3試合負け知らずのG大阪が迎え撃つのは、対照的な戦いが続いている広島だ。広島は前節、C大阪に1-2で競り負け、直近の3試合で勝利なし。9位に転落し、勝点はG大阪と3差の『7』という状況だ。
中3日の過密日程で行われる今節だが、追い風が吹いているのはG大阪であろう。
「ようやく(初ゴールが)きてくれたということは彼自身にとっても非常に大きいし、チームにも良い影響をもたらすと思う」と宮本監督が大分戦後に語ったのはエース・宇佐美 貴史の今季初ゴール。大分戦の逆転勝利を攻守で支えた宇佐美の充実ぶりはもちろんだが、コンビを組むアデミウソンにも得点が生まれ、2トップの力で勝ち切った。

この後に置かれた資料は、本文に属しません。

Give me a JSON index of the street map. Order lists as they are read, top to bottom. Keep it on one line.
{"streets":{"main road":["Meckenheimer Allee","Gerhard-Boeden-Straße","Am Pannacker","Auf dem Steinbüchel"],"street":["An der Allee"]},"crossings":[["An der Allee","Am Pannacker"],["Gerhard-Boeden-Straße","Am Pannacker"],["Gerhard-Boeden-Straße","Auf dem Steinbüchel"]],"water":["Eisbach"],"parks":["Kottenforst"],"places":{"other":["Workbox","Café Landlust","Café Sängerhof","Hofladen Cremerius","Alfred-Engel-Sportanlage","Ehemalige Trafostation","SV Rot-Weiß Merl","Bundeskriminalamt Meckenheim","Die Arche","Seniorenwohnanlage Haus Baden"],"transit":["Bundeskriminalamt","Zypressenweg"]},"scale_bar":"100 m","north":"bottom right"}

もっとも、ポジティブな要因は2トップが当たりを取り戻したことだけではない。大分戦ではチームの課題だったビルドアップにも進化の跡を見せ始めているが、昨季のG大阪は好ゲームのあとに凡戦を見せる悪癖があっただけに、広島戦ではその真価が問われるはず。昨季の対戦では1分1敗と勝利がなかった広島相手に3連勝を飾ることができれば、チームは一気に勢いづくはずだ。
大分戦では倉田 秋と好調の渡邉 千真、パトリックが後半からピッチに送り出されるなどサブメンバーの顔ぶれも充実中。大分戦で攻守にアクセントになった小野 裕二も徐々にフィット感を高めるなど、ポジション争いも激化中だ。
城福 浩監督の下、ボールを握るスタイルを目指している広島だが、直近の3試合は必ずしもスムーズなボールの回りを見せているとは言い難いだけに、G大阪の武器でもある“奪って速く攻める”という形をどれだけ出せるかもポイントになるはずだ。
大分戦の2点目は宇佐美がスカウティングどおりの形から相手CBのボールを奪取。今節は連戦ではあるが、大分戦が疲弊する展開ではなかったことも、G大阪に有利に運ぶはずだ。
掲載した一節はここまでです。